■ **INSTRUCTIONS FOR THE TASK**
Would you retype every entry that follows without altering a word?

[Stored items]
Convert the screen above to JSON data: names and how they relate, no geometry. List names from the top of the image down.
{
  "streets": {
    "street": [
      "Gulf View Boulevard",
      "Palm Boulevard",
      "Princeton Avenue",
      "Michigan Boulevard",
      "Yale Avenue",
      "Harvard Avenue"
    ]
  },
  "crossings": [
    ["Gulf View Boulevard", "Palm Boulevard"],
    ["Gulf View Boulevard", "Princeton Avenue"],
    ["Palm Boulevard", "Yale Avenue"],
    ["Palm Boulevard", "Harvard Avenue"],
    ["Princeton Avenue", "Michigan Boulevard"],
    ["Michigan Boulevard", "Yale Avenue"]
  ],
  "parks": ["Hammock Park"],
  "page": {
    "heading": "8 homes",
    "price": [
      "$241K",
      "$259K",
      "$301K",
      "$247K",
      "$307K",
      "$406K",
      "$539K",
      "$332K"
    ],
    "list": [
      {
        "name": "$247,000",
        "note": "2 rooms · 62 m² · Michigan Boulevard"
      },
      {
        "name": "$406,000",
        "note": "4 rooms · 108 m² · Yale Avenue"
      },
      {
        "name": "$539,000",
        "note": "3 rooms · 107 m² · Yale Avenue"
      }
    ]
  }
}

■ **ANSWER SPACE**
Convert the screen above to JSON data: names and how they relate, no geometry. List names from the top of the image down.
{
  "streets": {
    "street": [
      "Gulf View Boulevard",
      "Palm Boulevard",
      "Princeton Avenue",
      "Michigan Boulevard",
      "Yale Avenue",
      "Harvard Avenue"
    ]
  },
  "crossings": [
    ["Gulf View Boulevard", "Palm Boulevard"],
    ["Gulf View Boulevard", "Princeton Avenue"],
    ["Palm Boulevard", "Yale Avenue"],
    ["Palm Boulevard", "Harvard Avenue"],
    ["Princeton Avenue", "Michigan Boulevard"],
    ["Michigan Boulevard", "Yale Avenue"]
  ],
  "parks": ["Hammock Park"],
  "page": {
    "heading": "8 homes",
    "price": [
      "$241K",
      "$259K",
      "$301K",
      "$247K",
      "$307K",
      "$406K",
      "$539K",
      "$332K"
    ],
    "list": [
      {
        "name": "$247,000",
        "note": "2 rooms · 62 m² · Michigan Boulevard"
      },
      {
        "name": "$406,000",
        "note": "4 rooms · 108 m² · Yale Avenue"
      },
      {
        "name": "$539,000",
        "note": "3 rooms · 107 m² · Yale Avenue"
      }
    ]
  }
}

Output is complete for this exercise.